Is there any truth in it?

As with any other medical product, there can be no guarantee that a vaccine is 100% safe and effective. Sometimes uncertainty is difficult to deal with, and fear or aversion is perfectly understandable.

Confusion can also come for example when vaccination rates are increasing at the same time that case numbers are increasing, as can happen during a flu epidemic or COVID-19 wave.

What could I say to someone fixed on this belief?

Dialogue between patients and healthcare professionals is most productive if it is guided by empathy, and an opportunity for the patient to affirm the reasons underlying their attitudes and to express understanding for that. That’s why it is important to understand the attitude roots behind people’s overt opinions. To affirm a person’s underlying attitude root does not mean we need to agree with the specifics of their argument. For example, we can acknowledge that:

As with any other medical product, there can be no guarantee that a vaccine is 100% safe and effective. Sometimes uncertainty is difficult to deal with, and fear or aversion is perfectly understandable.

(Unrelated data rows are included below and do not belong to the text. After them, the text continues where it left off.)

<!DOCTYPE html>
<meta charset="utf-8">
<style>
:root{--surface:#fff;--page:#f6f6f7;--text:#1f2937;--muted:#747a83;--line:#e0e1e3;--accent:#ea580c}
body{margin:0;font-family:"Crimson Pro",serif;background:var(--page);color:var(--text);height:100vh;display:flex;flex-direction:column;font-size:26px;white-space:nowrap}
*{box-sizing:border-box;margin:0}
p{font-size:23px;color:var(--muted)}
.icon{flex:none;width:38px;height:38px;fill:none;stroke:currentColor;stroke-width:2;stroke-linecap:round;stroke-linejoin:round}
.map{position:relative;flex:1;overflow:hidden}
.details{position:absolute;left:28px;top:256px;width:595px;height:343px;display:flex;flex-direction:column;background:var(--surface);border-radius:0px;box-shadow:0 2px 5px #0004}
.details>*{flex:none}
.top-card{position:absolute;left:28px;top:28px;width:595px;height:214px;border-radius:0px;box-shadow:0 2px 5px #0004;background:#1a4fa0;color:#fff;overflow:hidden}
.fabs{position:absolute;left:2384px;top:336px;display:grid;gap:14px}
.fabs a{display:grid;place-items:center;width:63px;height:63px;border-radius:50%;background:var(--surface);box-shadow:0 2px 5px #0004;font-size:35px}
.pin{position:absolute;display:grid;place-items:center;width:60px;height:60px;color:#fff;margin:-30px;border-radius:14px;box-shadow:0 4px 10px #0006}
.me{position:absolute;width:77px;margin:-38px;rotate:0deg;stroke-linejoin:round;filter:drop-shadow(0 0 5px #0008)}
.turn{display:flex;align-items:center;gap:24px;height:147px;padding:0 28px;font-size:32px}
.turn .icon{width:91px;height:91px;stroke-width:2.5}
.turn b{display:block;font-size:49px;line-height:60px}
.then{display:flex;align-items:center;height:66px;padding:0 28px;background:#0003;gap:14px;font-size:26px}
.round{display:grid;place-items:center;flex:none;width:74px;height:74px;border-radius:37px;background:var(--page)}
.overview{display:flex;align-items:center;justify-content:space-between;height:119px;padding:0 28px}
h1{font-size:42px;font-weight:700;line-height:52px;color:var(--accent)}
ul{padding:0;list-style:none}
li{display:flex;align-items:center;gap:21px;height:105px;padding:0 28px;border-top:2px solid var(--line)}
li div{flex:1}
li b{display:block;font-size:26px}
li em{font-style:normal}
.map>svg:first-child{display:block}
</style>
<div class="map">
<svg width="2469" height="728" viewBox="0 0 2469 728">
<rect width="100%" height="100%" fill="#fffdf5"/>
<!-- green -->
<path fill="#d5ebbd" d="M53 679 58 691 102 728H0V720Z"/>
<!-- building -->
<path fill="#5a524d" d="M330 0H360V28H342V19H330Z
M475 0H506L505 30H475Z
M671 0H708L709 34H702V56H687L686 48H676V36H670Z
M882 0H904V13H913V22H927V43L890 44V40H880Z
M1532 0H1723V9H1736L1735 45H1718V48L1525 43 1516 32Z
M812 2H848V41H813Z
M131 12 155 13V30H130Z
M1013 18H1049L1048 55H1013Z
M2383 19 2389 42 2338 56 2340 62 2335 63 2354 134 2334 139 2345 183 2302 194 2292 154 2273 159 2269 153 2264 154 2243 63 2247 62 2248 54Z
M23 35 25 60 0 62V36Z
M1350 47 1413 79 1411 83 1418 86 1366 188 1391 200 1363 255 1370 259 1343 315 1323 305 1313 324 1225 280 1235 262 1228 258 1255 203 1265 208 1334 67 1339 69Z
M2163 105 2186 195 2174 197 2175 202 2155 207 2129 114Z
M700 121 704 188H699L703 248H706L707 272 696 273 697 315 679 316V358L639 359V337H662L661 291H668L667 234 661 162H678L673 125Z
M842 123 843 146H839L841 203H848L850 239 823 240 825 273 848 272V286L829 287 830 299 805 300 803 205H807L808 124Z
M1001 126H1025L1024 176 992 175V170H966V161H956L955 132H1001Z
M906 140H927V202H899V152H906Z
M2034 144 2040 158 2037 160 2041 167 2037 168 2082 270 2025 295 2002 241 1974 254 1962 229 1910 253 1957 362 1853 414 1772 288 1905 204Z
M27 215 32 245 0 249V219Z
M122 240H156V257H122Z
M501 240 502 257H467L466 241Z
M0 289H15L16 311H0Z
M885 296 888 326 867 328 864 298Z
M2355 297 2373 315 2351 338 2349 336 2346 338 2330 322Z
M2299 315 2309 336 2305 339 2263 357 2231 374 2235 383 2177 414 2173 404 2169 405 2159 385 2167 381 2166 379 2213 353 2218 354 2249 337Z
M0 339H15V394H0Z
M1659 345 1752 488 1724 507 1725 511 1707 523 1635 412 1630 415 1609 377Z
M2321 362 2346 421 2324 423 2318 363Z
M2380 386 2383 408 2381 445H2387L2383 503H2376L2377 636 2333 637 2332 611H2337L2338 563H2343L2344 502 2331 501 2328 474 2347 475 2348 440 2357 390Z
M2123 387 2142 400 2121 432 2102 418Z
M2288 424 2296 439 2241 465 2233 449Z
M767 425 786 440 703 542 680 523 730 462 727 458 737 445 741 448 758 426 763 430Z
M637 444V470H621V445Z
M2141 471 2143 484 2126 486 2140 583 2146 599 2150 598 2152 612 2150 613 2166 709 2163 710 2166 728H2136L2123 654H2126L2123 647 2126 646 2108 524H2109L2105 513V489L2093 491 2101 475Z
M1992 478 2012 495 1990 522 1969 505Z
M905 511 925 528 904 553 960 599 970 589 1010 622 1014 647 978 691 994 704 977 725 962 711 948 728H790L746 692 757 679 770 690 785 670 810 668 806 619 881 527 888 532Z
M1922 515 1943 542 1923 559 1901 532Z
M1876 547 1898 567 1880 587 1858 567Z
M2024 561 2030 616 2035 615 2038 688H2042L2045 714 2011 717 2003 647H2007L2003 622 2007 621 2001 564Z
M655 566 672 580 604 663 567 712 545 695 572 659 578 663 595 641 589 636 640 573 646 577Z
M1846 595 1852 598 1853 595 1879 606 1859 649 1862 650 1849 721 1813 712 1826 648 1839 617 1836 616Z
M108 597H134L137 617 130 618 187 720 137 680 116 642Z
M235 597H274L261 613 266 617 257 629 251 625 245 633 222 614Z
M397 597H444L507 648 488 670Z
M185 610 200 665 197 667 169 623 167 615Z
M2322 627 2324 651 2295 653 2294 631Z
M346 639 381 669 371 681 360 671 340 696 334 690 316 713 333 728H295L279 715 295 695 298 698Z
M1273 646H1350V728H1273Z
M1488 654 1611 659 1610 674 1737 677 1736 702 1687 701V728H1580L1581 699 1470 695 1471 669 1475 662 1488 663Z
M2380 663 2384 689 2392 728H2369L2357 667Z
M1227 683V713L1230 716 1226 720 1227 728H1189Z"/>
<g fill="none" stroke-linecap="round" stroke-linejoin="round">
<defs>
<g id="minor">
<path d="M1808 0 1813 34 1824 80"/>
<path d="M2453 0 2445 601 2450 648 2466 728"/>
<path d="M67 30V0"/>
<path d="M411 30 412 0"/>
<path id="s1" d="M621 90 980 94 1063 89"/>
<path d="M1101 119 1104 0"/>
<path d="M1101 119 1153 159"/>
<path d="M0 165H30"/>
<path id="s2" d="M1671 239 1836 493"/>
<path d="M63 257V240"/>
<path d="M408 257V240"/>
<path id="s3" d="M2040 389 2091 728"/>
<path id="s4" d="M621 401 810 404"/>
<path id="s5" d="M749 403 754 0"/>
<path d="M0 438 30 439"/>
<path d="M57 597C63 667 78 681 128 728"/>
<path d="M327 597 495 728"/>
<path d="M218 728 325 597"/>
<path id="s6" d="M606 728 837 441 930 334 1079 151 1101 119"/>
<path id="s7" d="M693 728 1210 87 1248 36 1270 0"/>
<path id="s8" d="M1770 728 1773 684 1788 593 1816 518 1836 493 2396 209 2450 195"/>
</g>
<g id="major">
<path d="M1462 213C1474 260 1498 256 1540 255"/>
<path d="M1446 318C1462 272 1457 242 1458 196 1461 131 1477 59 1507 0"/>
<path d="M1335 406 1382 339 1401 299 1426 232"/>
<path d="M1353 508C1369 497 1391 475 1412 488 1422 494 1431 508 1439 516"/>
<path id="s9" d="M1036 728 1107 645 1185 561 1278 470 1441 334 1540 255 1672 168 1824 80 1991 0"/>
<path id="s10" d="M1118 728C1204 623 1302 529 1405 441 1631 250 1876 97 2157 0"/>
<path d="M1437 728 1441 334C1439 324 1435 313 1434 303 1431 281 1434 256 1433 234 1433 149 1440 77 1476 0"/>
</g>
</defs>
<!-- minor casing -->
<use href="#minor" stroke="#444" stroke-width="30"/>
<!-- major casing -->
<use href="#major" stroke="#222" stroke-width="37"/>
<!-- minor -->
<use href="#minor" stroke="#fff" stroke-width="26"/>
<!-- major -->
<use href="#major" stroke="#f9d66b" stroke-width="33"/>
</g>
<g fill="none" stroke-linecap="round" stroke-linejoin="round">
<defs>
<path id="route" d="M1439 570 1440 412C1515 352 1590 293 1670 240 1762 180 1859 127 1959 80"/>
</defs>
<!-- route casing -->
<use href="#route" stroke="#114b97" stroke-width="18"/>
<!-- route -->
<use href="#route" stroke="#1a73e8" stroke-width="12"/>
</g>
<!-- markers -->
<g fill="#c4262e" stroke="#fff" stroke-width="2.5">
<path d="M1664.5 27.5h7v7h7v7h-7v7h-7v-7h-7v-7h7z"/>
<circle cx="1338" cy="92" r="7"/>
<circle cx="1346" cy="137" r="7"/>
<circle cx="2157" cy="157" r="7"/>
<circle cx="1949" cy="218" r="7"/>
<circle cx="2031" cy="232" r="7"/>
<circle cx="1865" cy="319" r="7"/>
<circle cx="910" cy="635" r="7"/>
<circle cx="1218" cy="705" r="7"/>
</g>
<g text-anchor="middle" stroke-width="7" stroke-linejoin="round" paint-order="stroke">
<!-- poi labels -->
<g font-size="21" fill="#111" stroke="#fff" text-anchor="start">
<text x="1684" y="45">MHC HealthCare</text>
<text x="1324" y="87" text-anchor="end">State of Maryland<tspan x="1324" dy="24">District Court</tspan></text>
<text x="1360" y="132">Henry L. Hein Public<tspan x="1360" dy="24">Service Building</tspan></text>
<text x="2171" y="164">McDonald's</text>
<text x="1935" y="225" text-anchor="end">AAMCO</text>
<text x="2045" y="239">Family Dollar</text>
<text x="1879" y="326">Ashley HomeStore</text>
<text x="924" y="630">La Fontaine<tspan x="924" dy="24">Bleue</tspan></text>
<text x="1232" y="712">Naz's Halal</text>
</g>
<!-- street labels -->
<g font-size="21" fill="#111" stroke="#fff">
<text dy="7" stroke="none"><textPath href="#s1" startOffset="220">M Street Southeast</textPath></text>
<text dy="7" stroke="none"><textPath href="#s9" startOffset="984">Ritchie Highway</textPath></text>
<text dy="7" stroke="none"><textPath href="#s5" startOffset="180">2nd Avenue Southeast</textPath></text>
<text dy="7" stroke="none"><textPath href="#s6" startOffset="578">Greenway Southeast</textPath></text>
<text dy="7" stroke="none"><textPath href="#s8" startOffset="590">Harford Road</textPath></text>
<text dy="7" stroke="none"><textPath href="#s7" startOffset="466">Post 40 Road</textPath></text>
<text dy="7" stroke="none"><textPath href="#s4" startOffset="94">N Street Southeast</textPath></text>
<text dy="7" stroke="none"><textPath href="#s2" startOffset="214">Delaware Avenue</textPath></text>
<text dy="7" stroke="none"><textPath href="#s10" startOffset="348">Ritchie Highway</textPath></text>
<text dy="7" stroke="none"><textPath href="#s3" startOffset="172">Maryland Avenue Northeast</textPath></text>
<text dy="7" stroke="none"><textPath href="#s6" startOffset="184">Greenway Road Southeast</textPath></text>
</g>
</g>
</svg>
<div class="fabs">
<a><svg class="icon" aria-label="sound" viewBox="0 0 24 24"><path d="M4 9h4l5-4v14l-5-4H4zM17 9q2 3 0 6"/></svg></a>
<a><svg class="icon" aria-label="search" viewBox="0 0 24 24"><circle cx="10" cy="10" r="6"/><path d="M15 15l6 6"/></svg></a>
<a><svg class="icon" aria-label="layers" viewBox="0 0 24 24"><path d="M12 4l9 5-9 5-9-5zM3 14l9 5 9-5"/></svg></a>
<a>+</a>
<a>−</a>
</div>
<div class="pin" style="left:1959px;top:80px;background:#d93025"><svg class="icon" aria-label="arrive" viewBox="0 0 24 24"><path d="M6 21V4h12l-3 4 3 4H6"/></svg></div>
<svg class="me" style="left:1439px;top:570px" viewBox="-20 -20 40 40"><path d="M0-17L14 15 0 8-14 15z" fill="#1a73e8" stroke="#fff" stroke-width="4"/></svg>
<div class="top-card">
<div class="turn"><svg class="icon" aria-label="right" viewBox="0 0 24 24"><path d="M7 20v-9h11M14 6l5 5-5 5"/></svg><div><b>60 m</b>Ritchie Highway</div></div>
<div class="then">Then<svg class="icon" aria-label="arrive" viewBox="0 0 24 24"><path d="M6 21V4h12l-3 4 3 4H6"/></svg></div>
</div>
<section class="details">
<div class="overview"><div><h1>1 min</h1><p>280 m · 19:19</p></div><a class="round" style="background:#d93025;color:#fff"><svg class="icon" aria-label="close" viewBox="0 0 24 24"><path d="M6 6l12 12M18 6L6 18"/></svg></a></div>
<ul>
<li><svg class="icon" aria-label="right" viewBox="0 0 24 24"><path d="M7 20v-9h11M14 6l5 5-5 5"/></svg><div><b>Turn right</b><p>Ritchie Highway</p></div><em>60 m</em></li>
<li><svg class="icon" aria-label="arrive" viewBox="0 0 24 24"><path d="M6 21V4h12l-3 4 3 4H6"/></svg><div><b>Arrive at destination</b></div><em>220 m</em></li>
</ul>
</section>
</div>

Confusion can also come for example when vaccination rates are increasing at the same time that case numbers are increasing, as can happen during a flu epidemic or COVID-19 wave.



Having set the stage through this (partial) affirmation, we can then proceed to correct the patient’s particular misconception.

If we wait until we have 100% proof that something is safe, we will never do anything in life. Imagine if we refused to get in a car unless the driver could prove 100% that we would not have an accident.

Although vaccines are not 100% effective, their benefits still far outweigh their potential adverse effects. Similarly, many other treatments we take for granted are also not 100% effective (e.g., when we take ibuprofen for a headache), but we are sufficiently confident that the drug will help.

Almost nothing in this life is 100% certain and the fear of severe side effects can lead to seeing connections that do not exist. However, public health organisations and independent researchers have very reliable monitoring systems to track all potential side effects of vaccinations, using powerful statistics and taking into account all potential causes.